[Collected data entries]
--
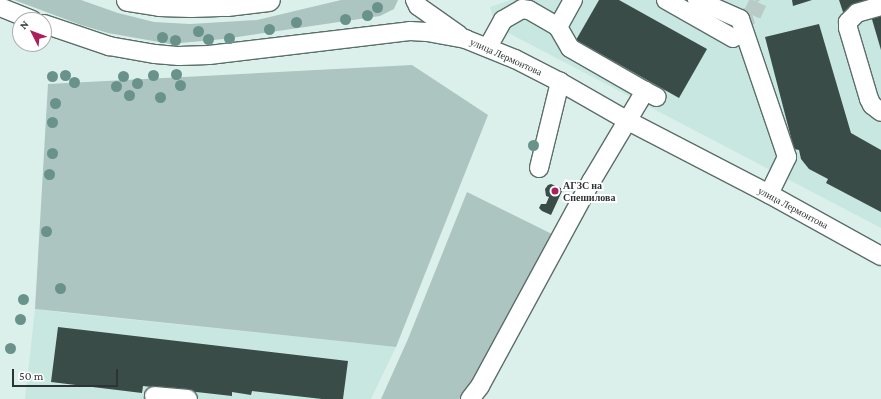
<!DOCTYPE html>
<html>
<head>
<meta charset="utf-8">
<style>
	body { margin:0 }
	#map { position:relative; width:881px; height:399px; overflow:hidden; background:#dbf0eb; font-family:"Crimson Pro",serif }
	div>[style] { position:absolute }
	.built>* { inset:0; background:#c8e7e0 }
	.green>* { inset:0; background:#acc5c0 }
	.building>* { inset:0; background:#3a4c48 }
	.minor-tunnel>* { height:18px; margin-top:-9px; transform-origin:0; background:repeating-linear-gradient(90deg,#b8cbc6 0 18px,transparent 0 27px) }
	.roads { filter:drop-shadow(1px 0 #5b6e6a) drop-shadow(-1px 0 #5b6e6a) drop-shadow(0 1px #5b6e6a) drop-shadow(0 -1px #5b6e6a) }
	.minor>* { height:18px; margin:-9px; padding:0 9px; transform-origin:9px; border-radius:9px; background:#fff }
	.major>* { height:22px; margin:-11px; padding:0 11px; transform-origin:11px; border-radius:11px; background:#fff }
	.trees>* { width:11px; height:11px; margin:-5.5px; border-radius:50%; background:#69928b }
	.dots>* { width:11px; height:11px; translate:-50% -50%; box-sizing:border-box; border:2px solid #fff; border-radius:50% }
	span { translate:-50% -50%; white-space:nowrap; text-align:center; line-height:1.15; -webkit-text-stroke:4px #fff; paint-order:stroke }
	.street-label { font-size:10px; color:#2c3533 }
	.poi-label { font-size:10px; color:#2c3533; font-weight:700 }
	.left { translate:0 -50%; text-align:left }
	.north { position:absolute; left:12px; top:12px; width:40px; height:40px; box-sizing:border-box; background:#fff; border:1px solid #abaead; border-radius:50%; rotate:312deg; font-size:11px; font-weight:700; line-height:16px; text-align:center; color:#2c3533 }
	.north::after { content:''; display:block; margin:auto; width:14px; height:18px; background:#ac1f5e; clip-path:polygon(50% 0,100% 100%,50% 72%,0 100%) }
	.scale { position:absolute; left:12px; top:369px; width:106px; height:18px; box-sizing:border-box; border:2px solid #2c3533; border-top:0; padding-left:5px; font-size:12px; line-height:14px; white-space:nowrap; color:#2c3533; -webkit-text-stroke:3px #fff; paint-order:stroke }
</style>
</head>
<body>
<div id="map">
	<div class="built">
		<div style="clip-path:polygon(511px 0,881px 0,881px 228px,495px 26px,490px 7px)"></div>
		<div style="clip-path:polygon(35px 309px,58px 312px,396px 347px,371px 399px,25px 399px)"></div>
	</div>
	<div class="green">
		<div style="clip-path:polygon(14px 0,81px 0,118px 13px,154px 22px,190px 24px,257px 20px,341px 0,398px 0,394px 9px,380px 16px,224px 39px,170px 44px,108px 33px,81px 25px)"></div>
		<div style="clip-path:polygon(412px 65px,488px 115px,396px 347px,35px 309px,48px 84px)"></div>
		<div style="clip-path:polygon(467px 192px,554px 235px,466px 396px,459px 399px,381px 399px,408px 339px)"></div>
	</div>
	<div class="building">
		<div style="clip-path:polygon(599px 0,619px 0,707px 49px,679px 98px,576px 40px)"></div>
		<div style="clip-path:polygon(792px 0,812px 0,793px 6px)"></div>
		<div style="clip-path:polygon(839px 0,866px 0,867px 5px,843px 12px)"></div>
		<div style="clip-path:polygon(881px 14px,881px 50px,871px 16px)"></div>
		<div style="clip-path:polygon(819px 24px,851px 133px,881px 150px,881px 212px,826px 183px,828px 179px,809px 169px,801px 159px,799px 150px,794px 149px,765px 37px)"></div>
		<div style="clip-path:polygon(551px 184px,563px 189px,551px 215px,542px 211px,539px 208px,541px 204px,546px 204px,549px 197px,546px 196px,545px 189px,548px 185px)"></div>
		<div style="clip-path:polygon(58px 327px,348px 361px,343px 399px,322px 399px,252px 391px,251px 395px,232px 392px,232px 396px,143px 386px,142px 393px,51px 382px)"></div>
	</div>
	<div class="minor-tunnel">
		<div style="left:740px;top:19px;width:13px;rotate:-18deg"></div>
		<div style="left:752px;top:15px;width:14px;rotate:-65deg"></div>
		<div style="left:758px;top:2px;width:3px;rotate:-135deg"></div>
	</div>
	<div class="roads">
		<div class="minor">
			<div style="left:415px;top:0;width:7px;rotate:63deg"></div>
			<div style="left:418px;top:6px;width:50px;rotate:35.3deg"></div>
			<div style="left:573px;top:0;width:31px;rotate:119deg"></div>
			<div style="left:558px;top:27px;width:24px;rotate:60deg"></div>
			<div style="left:570px;top:48px;width:86px;rotate:29.8deg"></div>
			<div style="left:666px;top:0;width:77px;rotate:29.6deg"></div>
			<div style="left:697px;top:0;width:47px;rotate:23.8deg"></div>
			<div style="left:740px;top:19px;width:146px;rotate:71.2deg"></div>
			<div style="left:787px;top:157px;width:41px;rotate:115.9deg"></div>
			<div style="left:881px;top:6px;width:25px;rotate:164deg"></div>
			<div style="left:857px;top:13px;width:13px;rotate:135deg"></div>
			<div style="left:848px;top:22px;width:6px;rotate:90deg"></div>
			<div style="left:848px;top:28px;width:74px;rotate:73.5deg"></div>
			<div style="left:869px;top:99px;width:7px;rotate:63deg"></div>
			<div style="left:872px;top:105px;width:11px;rotate:38deg"></div>
			<div style="left:0;top:7px;width:35px;rotate:22deg"></div>
			<div style="left:44px;top:24px;width:69px;rotate:18.7deg"></div>
			<div style="left:109px;top:46px;width:47px;rotate:9.9deg"></div>
			<div style="left:155px;top:54px;width:24px;rotate:5deg"></div>
			<div style="left:179px;top:56px;width:30px;rotate:-2deg"></div>
			<div style="left:209px;top:55px;width:202px;rotate:-6.8deg"></div>
			<div style="left:410px;top:31px;width:17px;rotate:3deg"></div>
			<div style="left:427px;top:32px;width:39px;rotate:10deg"></div>
			<div style="left:465px;top:39px;width:54px;rotate:21.8deg"></div>
			<div style="left:515px;top:59px;width:51px;rotate:27.1deg"></div>
			<div style="left:560px;top:82px;width:78px;rotate:29.8deg"></div>
			<div style="left:628px;top:121px;width:159px;rotate:27.4deg"></div>
			<div style="left:769px;top:194px;width:128px;rotate:29deg"></div>
			<div style="left:488px;top:47px;width:31px;rotate:-61deg"></div>
			<div style="left:503px;top:20px;width:22px;rotate:-30deg"></div>
			<div style="left:522px;top:9px;width:7px;rotate:8deg"></div>
			<div style="left:529px;top:10px;width:34px;rotate:30deg"></div>
			<div style="left:539px;top:168px;width:89px;rotate:-76.3deg"></div>
			<div style="left:154px;top:396px;width:34px;rotate:5deg"></div>
			<div style="left:470px;top:399px;width:16px;rotate:-52deg"></div>
			<div style="left:480px;top:386px;width:234px;rotate:-61.5deg"></div>
			<div style="left:592px;top:180px;width:104px;rotate:-59.2deg"></div>
			<div style="left:645px;top:91px;width:13px;rotate:27deg"></div>
		</div>
		<div class="major">
			<div style="left:128px;top:0;width:32px;rotate:9deg"></div>
			<div style="left:160px;top:5px;width:31px;rotate:2deg"></div>
			<div style="left:191px;top:6px;width:36px;rotate:-2deg"></div>
			<div style="left:227px;top:5px;width:42px;rotate:-6.8deg"></div>
		</div>
	</div>
	<div class="trees">
		<div style="left:377px;top:7px"></div>
		<div style="left:367px;top:15px"></div>
		<div style="left:345px;top:19px"></div>
		<div style="left:296px;top:22px"></div>
		<div style="left:269px;top:29px"></div>
		<div style="left:198px;top:31px"></div>
		<div style="left:162px;top:37px"></div>
		<div style="left:229px;top:38px"></div>
		<div style="left:208px;top:39px"></div>
		<div style="left:175px;top:40px"></div>
		<div style="left:176px;top:74px"></div>
		<div style="left:65px;top:75px"></div>
		<div style="left:153px;top:75px"></div>
		<div style="left:52px;top:76px"></div>
		<div style="left:123px;top:76px"></div>
		<div style="left:74px;top:82px"></div>
		<div style="left:137px;top:83px"></div>
		<div style="left:180px;top:85px"></div>
		<div style="left:116px;top:86px"></div>
		<div style="left:129px;top:95px"></div>
		<div style="left:160px;top:97px"></div>
		<div style="left:55px;top:103px"></div>
		<div style="left:52px;top:122px"></div>
		<div style="left:533px;top:145px"></div>
		<div style="left:52px;top:153px"></div>
		<div style="left:49px;top:174px"></div>
		<div style="left:46px;top:231px"></div>
		<div style="left:60px;top:288px"></div>
		<div style="left:23px;top:299px"></div>
		<div style="left:20px;top:319px"></div>
		<div style="left:10px;top:348px"></div>
	</div>
	<div class="dots">
		<div style="left:555px;top:191px;background:#ac1f5e"></div>
	</div>
	<div class="street-label">
		<span style="left:506px;top:57px;rotate:24deg">улица Лермонтова</span>
		<span style="left:793px;top:208px;rotate:28deg">улица Лермонтова</span>
	</div>
	<div class="poi-label">
		<span class="left" style="left:563px;top:191px">АГЗС на<br>Спешилова</span>
	</div>
	<div class="north">N</div>
	<div class="scale">50 m</div>
</div>
</body>
</html>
--
How to complete this task:
When a line contains the string "tunnel", copy it from the records.

Your response:
	.minor-tunnel>* { height:18px; margin-top:-9px; transform-origin:0; background:repeating-linear-gradient(90deg,#b8cbc6 0 18px,transparent 0 27px) }
	<div class="minor-tunnel">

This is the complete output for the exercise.